Vivemos dias em que há uma distorção de valores sem igual precedente. Os conceitos éticos e morais são atacados levianamente e as pessoas passam a ter noções diferentes do que é certo e errado. Este ataque aos valores fere os princípios cultivados pelo cristão que tem por herança uma cultura própria, a cultura do reino de Deus (Rom 12:1,2), pois não somos deste mundo (Jo 17:14) que distorce os valores divinos, mas pertencemos a uma nação santa (I Pe 2:9) que vive uma cultura que se opõe à cultura deste mundo.

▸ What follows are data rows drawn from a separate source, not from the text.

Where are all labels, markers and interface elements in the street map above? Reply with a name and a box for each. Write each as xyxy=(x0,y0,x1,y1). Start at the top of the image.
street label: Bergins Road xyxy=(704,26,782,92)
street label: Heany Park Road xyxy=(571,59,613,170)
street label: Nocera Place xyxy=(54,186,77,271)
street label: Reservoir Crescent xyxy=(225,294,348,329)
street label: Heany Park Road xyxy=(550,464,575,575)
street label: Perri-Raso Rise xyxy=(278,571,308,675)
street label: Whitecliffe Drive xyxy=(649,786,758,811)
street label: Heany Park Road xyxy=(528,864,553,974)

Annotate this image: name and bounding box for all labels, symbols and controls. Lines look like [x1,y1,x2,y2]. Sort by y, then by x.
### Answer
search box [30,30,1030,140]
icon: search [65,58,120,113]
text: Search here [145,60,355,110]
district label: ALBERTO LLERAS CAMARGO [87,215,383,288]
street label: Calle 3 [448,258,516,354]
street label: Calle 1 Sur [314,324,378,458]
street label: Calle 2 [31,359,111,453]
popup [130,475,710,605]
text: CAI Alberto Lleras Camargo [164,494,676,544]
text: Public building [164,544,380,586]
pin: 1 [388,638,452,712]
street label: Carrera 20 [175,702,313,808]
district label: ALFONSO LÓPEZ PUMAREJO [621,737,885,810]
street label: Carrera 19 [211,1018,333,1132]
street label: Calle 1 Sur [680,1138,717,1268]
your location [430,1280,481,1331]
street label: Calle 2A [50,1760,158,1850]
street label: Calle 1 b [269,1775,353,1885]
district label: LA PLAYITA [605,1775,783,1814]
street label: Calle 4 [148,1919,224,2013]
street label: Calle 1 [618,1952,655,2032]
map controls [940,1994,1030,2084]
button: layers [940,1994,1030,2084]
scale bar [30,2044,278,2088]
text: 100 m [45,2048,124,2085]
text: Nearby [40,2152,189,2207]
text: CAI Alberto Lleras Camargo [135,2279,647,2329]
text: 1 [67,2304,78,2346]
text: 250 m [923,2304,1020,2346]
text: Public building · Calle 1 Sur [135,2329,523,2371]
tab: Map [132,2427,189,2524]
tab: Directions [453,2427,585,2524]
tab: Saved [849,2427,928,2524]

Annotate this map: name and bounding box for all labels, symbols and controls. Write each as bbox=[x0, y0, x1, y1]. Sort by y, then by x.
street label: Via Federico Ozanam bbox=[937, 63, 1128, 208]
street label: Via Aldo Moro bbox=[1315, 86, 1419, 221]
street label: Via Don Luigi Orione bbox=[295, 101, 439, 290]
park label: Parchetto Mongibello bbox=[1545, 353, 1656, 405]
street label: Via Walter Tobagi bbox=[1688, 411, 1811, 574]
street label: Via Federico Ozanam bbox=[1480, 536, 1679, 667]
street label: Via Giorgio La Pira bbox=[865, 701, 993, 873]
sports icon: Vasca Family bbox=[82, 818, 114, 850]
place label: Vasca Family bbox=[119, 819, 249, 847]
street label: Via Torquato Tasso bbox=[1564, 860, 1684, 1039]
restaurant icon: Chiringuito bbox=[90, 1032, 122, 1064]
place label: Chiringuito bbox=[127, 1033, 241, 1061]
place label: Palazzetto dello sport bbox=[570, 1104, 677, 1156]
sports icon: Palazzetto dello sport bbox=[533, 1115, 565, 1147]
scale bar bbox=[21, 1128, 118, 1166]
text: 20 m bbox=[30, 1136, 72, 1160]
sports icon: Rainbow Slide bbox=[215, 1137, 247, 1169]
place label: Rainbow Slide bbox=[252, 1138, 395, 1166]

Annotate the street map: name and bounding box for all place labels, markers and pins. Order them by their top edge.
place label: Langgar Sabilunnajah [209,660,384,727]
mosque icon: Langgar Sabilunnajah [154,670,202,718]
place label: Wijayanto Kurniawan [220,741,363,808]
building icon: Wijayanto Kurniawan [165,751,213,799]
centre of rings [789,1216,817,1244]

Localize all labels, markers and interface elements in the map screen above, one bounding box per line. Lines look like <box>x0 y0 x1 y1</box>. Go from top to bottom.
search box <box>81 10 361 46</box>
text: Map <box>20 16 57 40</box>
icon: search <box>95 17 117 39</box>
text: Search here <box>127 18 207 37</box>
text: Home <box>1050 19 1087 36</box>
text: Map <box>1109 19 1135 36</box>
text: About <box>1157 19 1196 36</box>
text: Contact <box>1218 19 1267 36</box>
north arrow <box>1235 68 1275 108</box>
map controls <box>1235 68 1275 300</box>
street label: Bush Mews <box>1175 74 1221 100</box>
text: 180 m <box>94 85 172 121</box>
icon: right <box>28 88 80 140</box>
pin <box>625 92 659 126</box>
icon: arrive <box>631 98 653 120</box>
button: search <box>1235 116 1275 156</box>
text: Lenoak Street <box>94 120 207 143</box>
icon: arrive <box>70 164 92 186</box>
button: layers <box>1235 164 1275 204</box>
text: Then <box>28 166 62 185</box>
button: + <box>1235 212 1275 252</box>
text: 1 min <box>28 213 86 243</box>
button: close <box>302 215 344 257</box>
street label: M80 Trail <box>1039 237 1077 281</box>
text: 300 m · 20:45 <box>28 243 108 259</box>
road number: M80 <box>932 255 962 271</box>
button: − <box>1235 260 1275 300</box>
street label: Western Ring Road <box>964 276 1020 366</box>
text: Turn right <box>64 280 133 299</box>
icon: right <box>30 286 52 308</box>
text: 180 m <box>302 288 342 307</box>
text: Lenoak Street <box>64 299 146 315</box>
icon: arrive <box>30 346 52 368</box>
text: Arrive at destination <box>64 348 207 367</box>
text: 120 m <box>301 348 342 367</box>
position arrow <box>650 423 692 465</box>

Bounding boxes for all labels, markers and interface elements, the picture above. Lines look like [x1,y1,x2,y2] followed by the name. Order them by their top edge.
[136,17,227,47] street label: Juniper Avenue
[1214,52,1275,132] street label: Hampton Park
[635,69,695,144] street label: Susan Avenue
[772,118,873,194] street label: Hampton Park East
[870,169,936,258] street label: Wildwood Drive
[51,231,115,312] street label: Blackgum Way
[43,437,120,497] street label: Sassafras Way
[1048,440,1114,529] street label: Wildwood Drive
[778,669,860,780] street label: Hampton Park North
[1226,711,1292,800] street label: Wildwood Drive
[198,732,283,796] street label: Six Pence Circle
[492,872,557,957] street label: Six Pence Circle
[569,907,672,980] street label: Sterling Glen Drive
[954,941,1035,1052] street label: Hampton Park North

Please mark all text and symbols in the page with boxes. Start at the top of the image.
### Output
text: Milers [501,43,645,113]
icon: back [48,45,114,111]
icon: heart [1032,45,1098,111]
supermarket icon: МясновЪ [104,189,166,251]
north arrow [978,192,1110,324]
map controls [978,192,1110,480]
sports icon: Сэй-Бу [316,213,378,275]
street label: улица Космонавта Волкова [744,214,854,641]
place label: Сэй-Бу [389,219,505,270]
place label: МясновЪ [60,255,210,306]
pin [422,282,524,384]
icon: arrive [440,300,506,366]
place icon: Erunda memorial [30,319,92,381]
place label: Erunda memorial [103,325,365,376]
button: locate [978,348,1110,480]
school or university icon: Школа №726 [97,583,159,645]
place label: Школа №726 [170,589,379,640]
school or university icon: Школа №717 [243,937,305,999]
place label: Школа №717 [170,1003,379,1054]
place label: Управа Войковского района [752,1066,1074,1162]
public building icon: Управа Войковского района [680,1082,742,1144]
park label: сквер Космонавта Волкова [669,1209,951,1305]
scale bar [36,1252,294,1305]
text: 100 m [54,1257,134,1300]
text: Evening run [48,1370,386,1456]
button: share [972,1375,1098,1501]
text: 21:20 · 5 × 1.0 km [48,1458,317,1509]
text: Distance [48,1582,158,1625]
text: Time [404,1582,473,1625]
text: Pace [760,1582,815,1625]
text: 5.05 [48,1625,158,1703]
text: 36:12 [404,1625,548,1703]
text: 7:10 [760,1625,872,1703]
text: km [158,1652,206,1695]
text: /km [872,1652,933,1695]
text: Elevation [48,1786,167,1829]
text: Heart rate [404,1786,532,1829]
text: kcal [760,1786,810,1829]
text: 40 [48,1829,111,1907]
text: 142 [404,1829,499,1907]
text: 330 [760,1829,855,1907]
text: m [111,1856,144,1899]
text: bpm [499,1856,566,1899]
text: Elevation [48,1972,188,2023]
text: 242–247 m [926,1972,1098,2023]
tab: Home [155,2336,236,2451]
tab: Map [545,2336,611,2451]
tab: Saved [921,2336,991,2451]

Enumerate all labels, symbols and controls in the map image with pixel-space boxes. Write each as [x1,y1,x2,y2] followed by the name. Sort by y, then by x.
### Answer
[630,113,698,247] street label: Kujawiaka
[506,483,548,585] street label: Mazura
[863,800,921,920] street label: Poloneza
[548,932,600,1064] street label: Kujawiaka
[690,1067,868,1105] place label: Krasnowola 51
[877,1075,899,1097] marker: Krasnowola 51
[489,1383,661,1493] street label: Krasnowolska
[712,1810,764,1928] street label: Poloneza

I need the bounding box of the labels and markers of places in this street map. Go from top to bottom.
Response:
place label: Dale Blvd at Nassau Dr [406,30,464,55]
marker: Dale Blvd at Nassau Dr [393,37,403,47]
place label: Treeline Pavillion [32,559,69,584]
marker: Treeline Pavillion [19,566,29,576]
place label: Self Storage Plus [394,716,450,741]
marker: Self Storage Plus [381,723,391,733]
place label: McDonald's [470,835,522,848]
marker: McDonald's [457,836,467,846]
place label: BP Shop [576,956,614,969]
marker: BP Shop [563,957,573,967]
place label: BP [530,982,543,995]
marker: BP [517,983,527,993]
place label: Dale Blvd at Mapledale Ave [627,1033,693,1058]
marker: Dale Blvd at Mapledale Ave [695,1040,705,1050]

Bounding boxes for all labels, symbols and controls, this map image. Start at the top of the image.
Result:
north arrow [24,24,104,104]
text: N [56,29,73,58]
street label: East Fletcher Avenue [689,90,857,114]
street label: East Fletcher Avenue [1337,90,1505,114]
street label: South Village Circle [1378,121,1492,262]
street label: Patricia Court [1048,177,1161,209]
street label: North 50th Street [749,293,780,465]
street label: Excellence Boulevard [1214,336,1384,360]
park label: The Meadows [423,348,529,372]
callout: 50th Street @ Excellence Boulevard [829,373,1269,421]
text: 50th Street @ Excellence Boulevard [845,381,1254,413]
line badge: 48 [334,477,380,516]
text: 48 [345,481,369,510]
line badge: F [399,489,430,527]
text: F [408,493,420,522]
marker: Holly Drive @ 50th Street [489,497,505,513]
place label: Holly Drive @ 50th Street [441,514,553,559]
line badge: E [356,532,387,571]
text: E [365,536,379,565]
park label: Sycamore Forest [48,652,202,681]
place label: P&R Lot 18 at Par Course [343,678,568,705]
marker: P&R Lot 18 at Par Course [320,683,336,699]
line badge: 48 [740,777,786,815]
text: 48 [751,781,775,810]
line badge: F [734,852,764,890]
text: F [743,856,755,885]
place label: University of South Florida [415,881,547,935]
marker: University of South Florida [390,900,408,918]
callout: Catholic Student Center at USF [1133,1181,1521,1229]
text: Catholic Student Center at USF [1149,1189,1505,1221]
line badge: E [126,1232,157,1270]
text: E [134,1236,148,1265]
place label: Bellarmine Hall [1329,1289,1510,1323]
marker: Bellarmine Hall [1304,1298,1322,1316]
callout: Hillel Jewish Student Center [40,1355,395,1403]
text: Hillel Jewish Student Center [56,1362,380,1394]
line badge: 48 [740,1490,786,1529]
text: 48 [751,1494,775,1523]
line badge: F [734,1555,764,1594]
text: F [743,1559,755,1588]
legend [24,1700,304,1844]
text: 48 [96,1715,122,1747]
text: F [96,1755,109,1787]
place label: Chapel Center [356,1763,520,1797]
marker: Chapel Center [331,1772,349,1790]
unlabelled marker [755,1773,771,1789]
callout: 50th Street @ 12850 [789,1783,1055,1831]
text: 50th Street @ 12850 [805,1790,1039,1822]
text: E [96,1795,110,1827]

Na condição de raça eleita, sacerdócio real, nação santa, povo de propriedade exclusiva de Deus, “já não sois estrangeiros e peregrinos [nesta nação santa], mas concidadãos dos santos, e sois da família de Deus” (Ef 2:19). Assim, não podemos nos esquecer de que o homem recebeu da parte de Deus, um lugar especial na família, inclusive na família de Deus, que é a Igreja do Senhor Jesus Cristo, sabendo que todo privilégio traz consigo um número ainda maior de responsabilidades e deveres, os quais devem ser exercidos com base na Escritura, a qual “é inspirada por Deus e útil para o ensino, para a repreensão, para a correção, para a educação na justiça, a fim de que o homem de Deus seja perfeito e perfeitamente habilitado para toda boa obra (2Tm 3:16,17).
A Igreja é edificada sobre fundamentos e princípios bíblicos eternos, mas em razão das mudanças sociais, o homem cristão tem sofrido, cada vez mais, pressões para ser conforme a sociedade mundana. Entretanto, devemos perquirir e esquadrinhar, nas escrituras, como deve ser exercida a liderança eclesiástica e quais os princípios, dons e atitudes que o homem cristão deve cultivar para alcançar o alvo que lhe é proposto, sabendo que .é preciso ser fiel até a morte para conquistar a coroa da vida (Ap 2:10).
Em 1 Coríntios 16:14, o apóstolo Paulo adverte: sejam “vigilantes, permanecei firmes na fé, portai-vos varonilmente, fortalecei-vos. Todos os vossos atos sejam feitos com amor.” Portanto, vemos que, embora não seja fácil, o homem, primeiramente, deve permanecer firme na sua fé, que tem o vínculo do amor. Não importam as tentações, pressões e exigências feitas pela sociedade de forma geral. Tudo o que importa, no final, é permanecer no exercício da fé, vivendo os ensinamentos de Cristo Jesus.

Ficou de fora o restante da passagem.